An early start for the long and strenuous climb up the Ironbounds for our lunch stop. We ascend from the moorland plain to an exposed alpine plateau on the range, with more stunning 3600 views from Louisa Bay to Federation Peak and beyond. The plateau features typical low growing alpine flora, featuring wind and ice-pruned herbs, grasses and shrubs, cushion plants, and stunted eucalypts. We descend from the Ironbounds plateau on the more sheltered eastern side of the range, with a striking change to a temperate rainforest featuring a variety of old growth trees (sassafras, myrtle, leatherwood and celery-top pine). Our campsite is at the peaceful Little Deadmans Bay with another swimming opportunity, and the chance to explore the coastal fringe.

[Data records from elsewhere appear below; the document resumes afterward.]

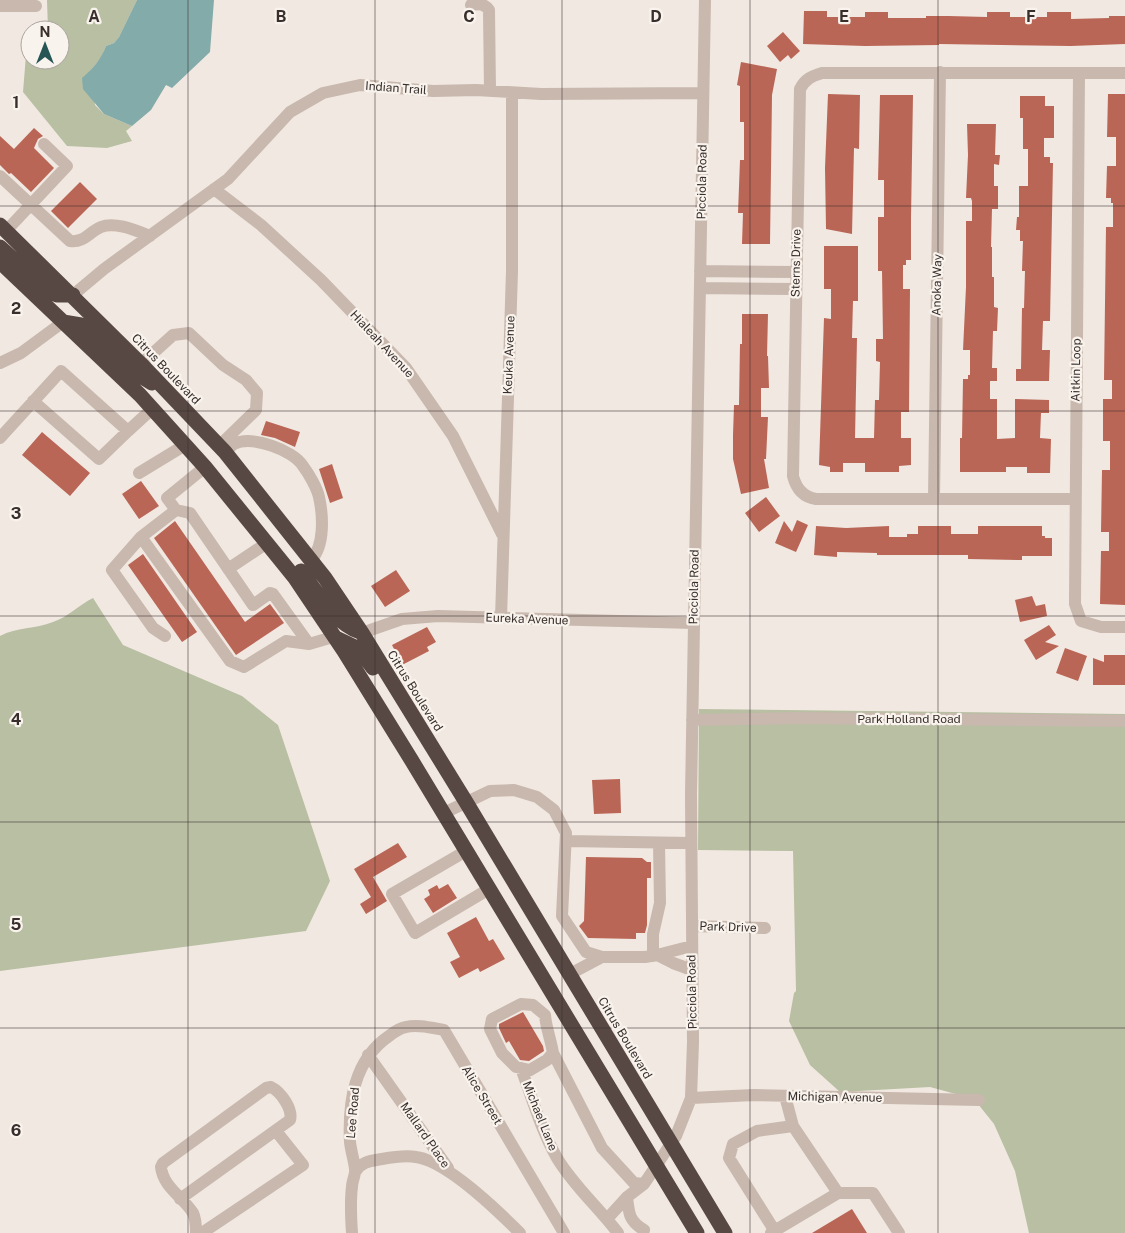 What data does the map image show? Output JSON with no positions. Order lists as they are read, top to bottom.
{
  "streets": {
    "highway": ["Citrus Boulevard"],
    "street": [
      "Indian Trail",
      "Picciola Road",
      "Sterns Drive",
      "Anoka Way",
      "Hialeah Avenue",
      "Keuka Avenue",
      "Aitkin Loop",
      "Eureka Avenue",
      "Park Holland Road",
      "Park Drive",
      "Alice Street",
      "Michigan Avenue",
      "Lee Road",
      "Michael Lane",
      "Mallard Place"
    ]
  },
  "crossings": [
    ["Indian Trail", "Picciola Road"],
    ["Indian Trail", "Hialeah Avenue"],
    ["Indian Trail", "Keuka Avenue"],
    ["Indian Trail", "Citrus Boulevard"],
    ["Picciola Road", "Citrus Boulevard"],
    ["Picciola Road", "Eureka Avenue"],
    ["Picciola Road", "Park Holland Road"],
    ["Picciola Road", "Park Drive"],
    ["Picciola Road", "Michigan Avenue"],
    ["Sterns Drive", "Anoka Way"],
    ["Sterns Drive", "Aitkin Loop"],
    ["Hialeah Avenue", "Keuka Avenue"],
    ["Keuka Avenue", "Eureka Avenue"],
    ["Citrus Boulevard", "Eureka Avenue"],
    ["Alice Street", "Lee Road"],
    ["Alice Street", "Mallard Place"],
    ["Lee Road", "Mallard Place"]
  ],
  "north": "top",
  "grid": {
    "columns": [
      "A",
      "B",
      "C",
      "D",
      "E",
      "F"
    ],
    "rows": [
      "1",
      "2",
      "3",
      "4",
      "5",
      "6"
    ]
  }
} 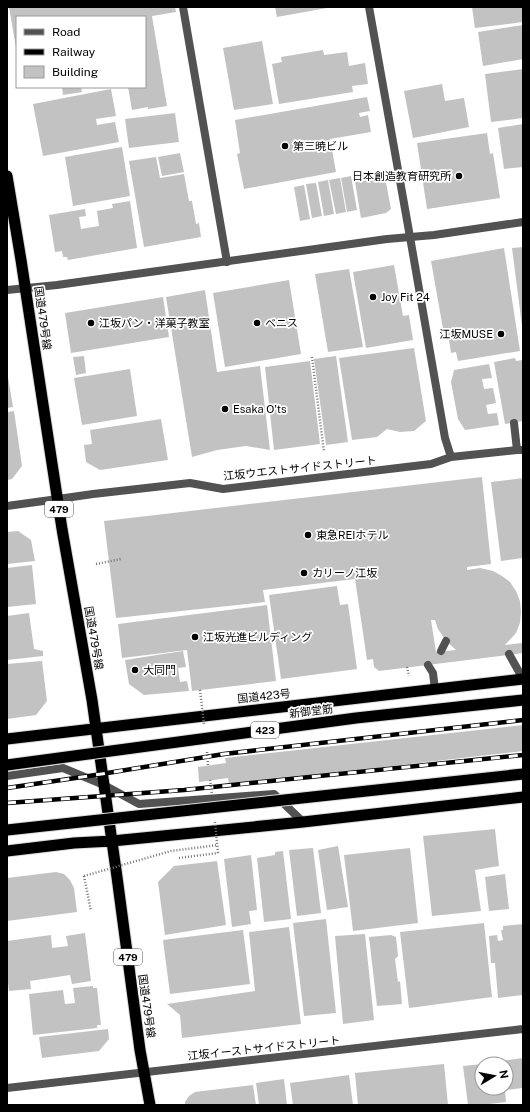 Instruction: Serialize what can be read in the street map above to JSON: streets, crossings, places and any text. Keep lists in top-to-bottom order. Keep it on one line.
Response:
{"streets":{"highway":["国道479号線","479","国道423号","新御堂筋","423"],"street":["江坂ウエストサイドストリート","江坂イーストサイドストリート"]},"crossings":[["国道479号線","江坂ウエストサイドストリート"],["国道479号線","国道423号"],["国道479号線","江坂イーストサイドストリート"]],"places":["第三暁ビル","日本創造教育研究所","Joy Fit 24","江坂パン・洋菓子教室","ベニス","江坂MUSE","Esaka O'ts","東急REIホテル","カリーノ江坂","江坂光進ビルディング","大同門"],"legend":["Road","Railway","Building"],"north":"right"} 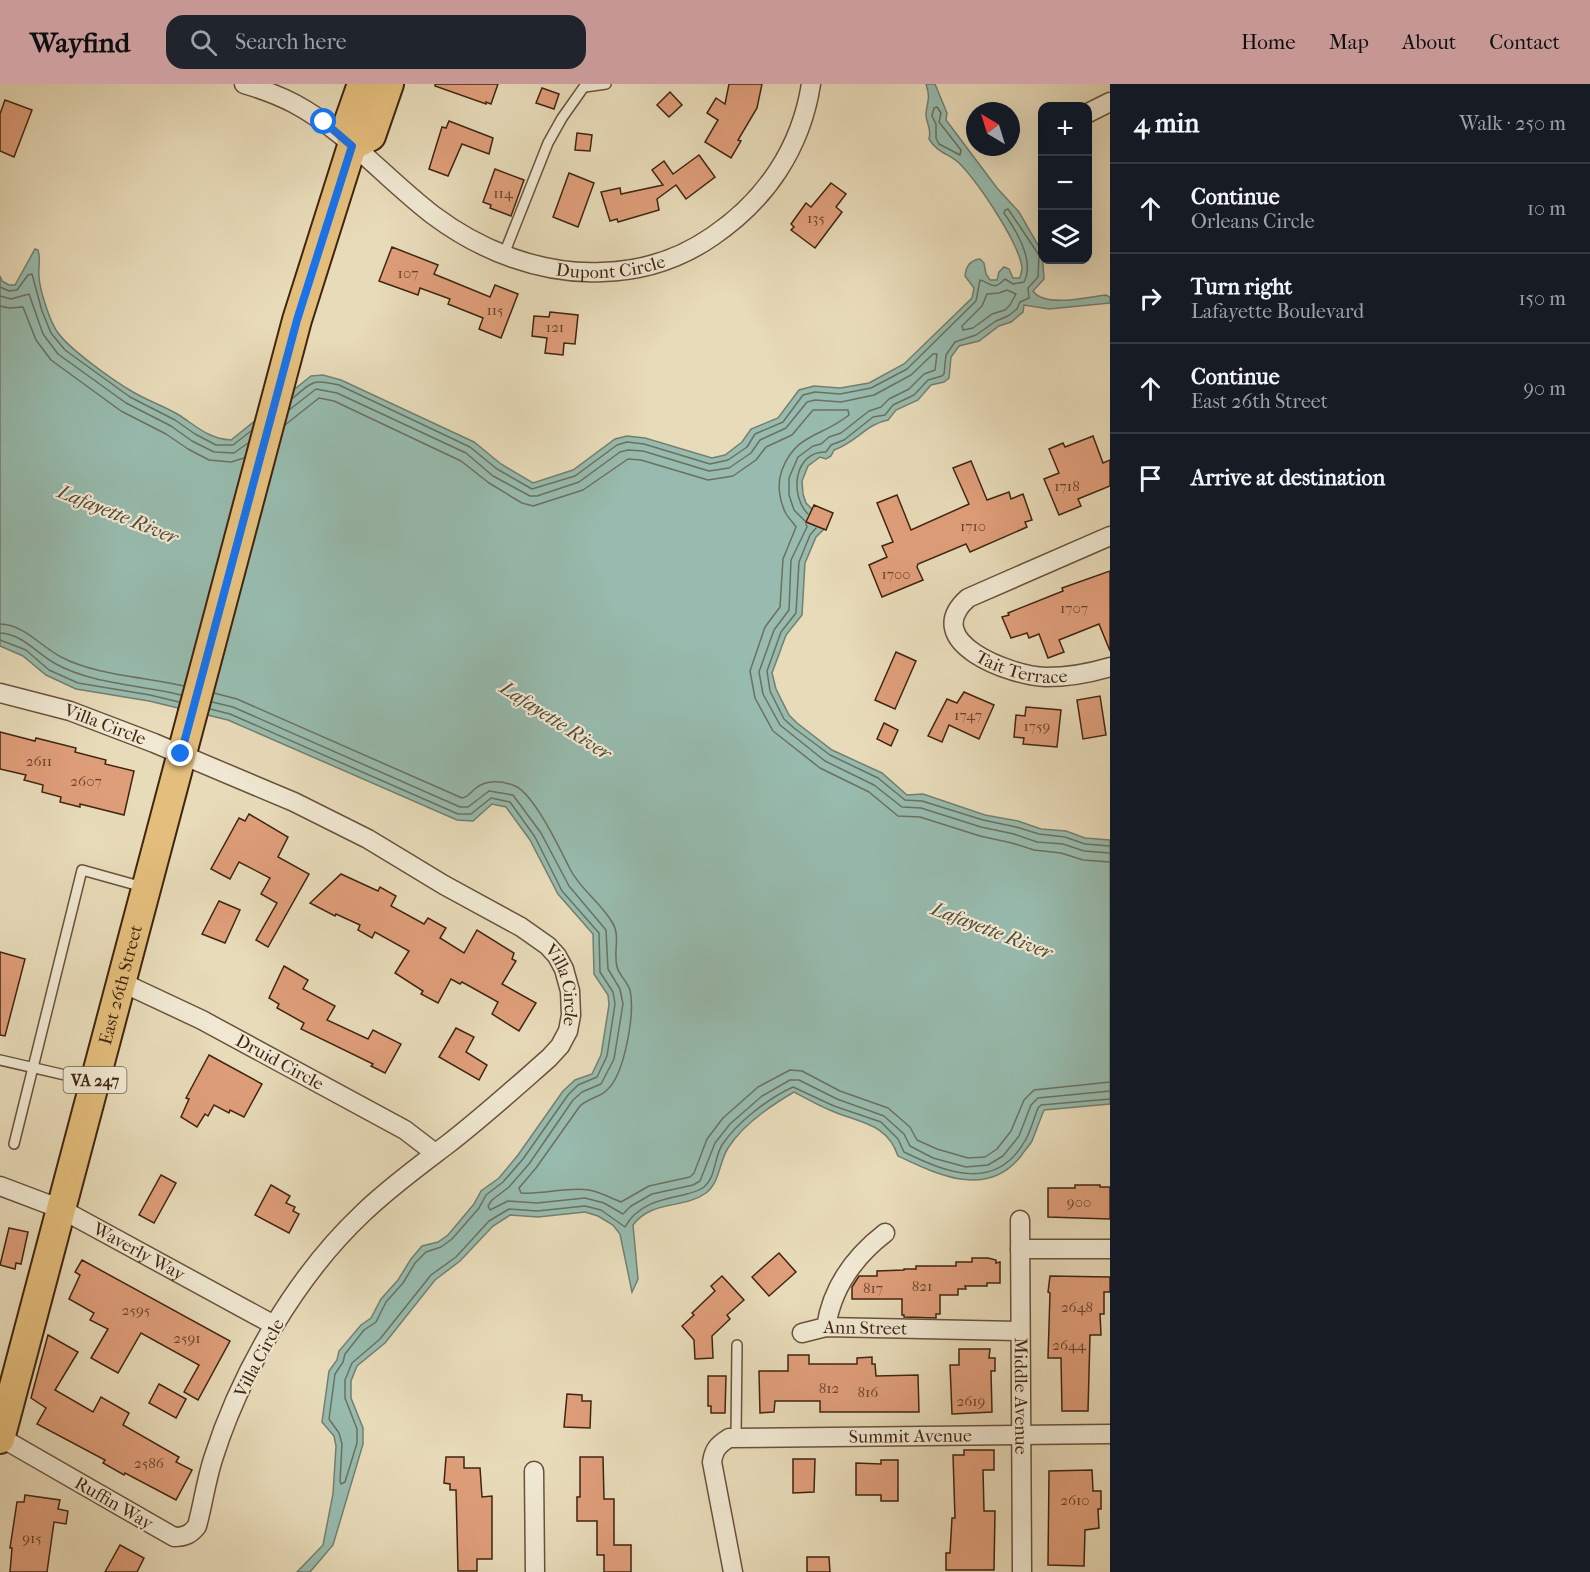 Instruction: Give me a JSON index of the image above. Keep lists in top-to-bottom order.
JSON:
{
  "streets": {
    "main road": ["East 26th Street", "VA 247"],
    "street": [
      "Dupont Circle",
      "Tait Terrace",
      "Villa Circle",
      "Druid Circle",
      "Waverly Way",
      "Ann Street",
      "Middle Avenue",
      "Summit Avenue",
      "Ruffin Way"
    ]
  },
  "crossings": [
    ["Dupont Circle", "East 26th Street"],
    ["Dupont Circle", "VA 247"],
    ["Villa Circle", "East 26th Street"],
    ["Villa Circle", "Druid Circle"],
    ["Villa Circle", "Waverly Way"],
    ["Villa Circle", "Ruffin Way"],
    ["East 26th Street", "Druid Circle"],
    ["East 26th Street", "VA 247"],
    ["East 26th Street", "Waverly Way"],
    ["East 26th Street", "Ruffin Way"],
    ["Ann Street", "Middle Avenue"],
    ["Middle Avenue", "Summit Avenue"]
  ],
  "water": ["Lafayette River"],
  "house_numbers": [
    "114",
    "135",
    "107",
    "115",
    "121",
    "1718",
    "1710",
    "1700",
    "1707",
    "1747",
    "1759",
    "2611",
    "2607",
    "900",
    "821",
    "817",
    "2648",
    "2595",
    "2591",
    "2644",
    "812",
    "816",
    "2619",
    "2586",
    "2610",
    "915"
  ],
  "north": "top left",
  "page": {
    "header": "Wayfind",
    "search": "Search here",
    "nav": [
      "Home",
      "Map",
      "About",
      "Contact"
    ],
    "heading": ["4 min", "Walk · 250 m"],
    "map_buttons": ["+", "−"],
    "list": [
      ["Continue", "Orleans Circle", "10 m"],
      ["Turn right", "Lafayette Boulevard", "150 m"],
      ["Continue", "East 26th Street", "90 m"],
      "Arrive at destination"
    ]
  }
}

An easy day's walking to Prion Beach and the New River Lagoon. We walk the beach with the Southern Ocean booming on our right to the lagoon entrance, and cross it by rowboats to our campsite among the coastal tea-trees. The wonderful coastal and lagoon views here are matched by the backdrop of Precipitous Bluff in the hinterland and the Ironbounds to the west. Refreshing swims are again possible in the lagoon.
A short wade along the sandy lagoon leads us to our track through the eucalypt forest and on to the aptly-named Granite Beach, and the delightful waterfall at our campsite. Along the way we rejoin the Southern Ocean for another beach walk at Surprise Bay and catch the first sight of the spectacular Fluted Cliffs of dolerite on South Cape. We camp with the sound of ocean breakers in a pretty treed glade above the rounded granite boulders of the beach.
We head inland from Granite Beach over the South Cape Range to our campsite at the beautiful lagoon at South Cape Rivulet - through button grass plains and open forest with views of Pindars Peak in the distance to the north, and more coastal views to the south. Once again we can freshen up here with a swim in the lagoon or just roam along the wide ocean beach at South Cape Bay.
This is a pleasant, undemanding day's walk to our final campsite at Cockle Creek beside the ocean, with more stunning ocean views across to the fluted dolerite formations on South East Cape. We pass the brooding mass of Coal Bluff and the headland of Lion Rock, before turning inland along a pleasant track in open heathland to Rocky Bay at Cockle Creek.
A morning swim, a leisurely breakfast with time to explore beautiful Rocky Bay (and maybe a short walk to Fishers Point) before we join the mini-bus back to Base Camp Tasmania. Along the way we pass through the delightful hamlets of Southport and Dover before journeying through the Huon Valley to our destination for a well-deserved home-cooked meal and a glass of wine.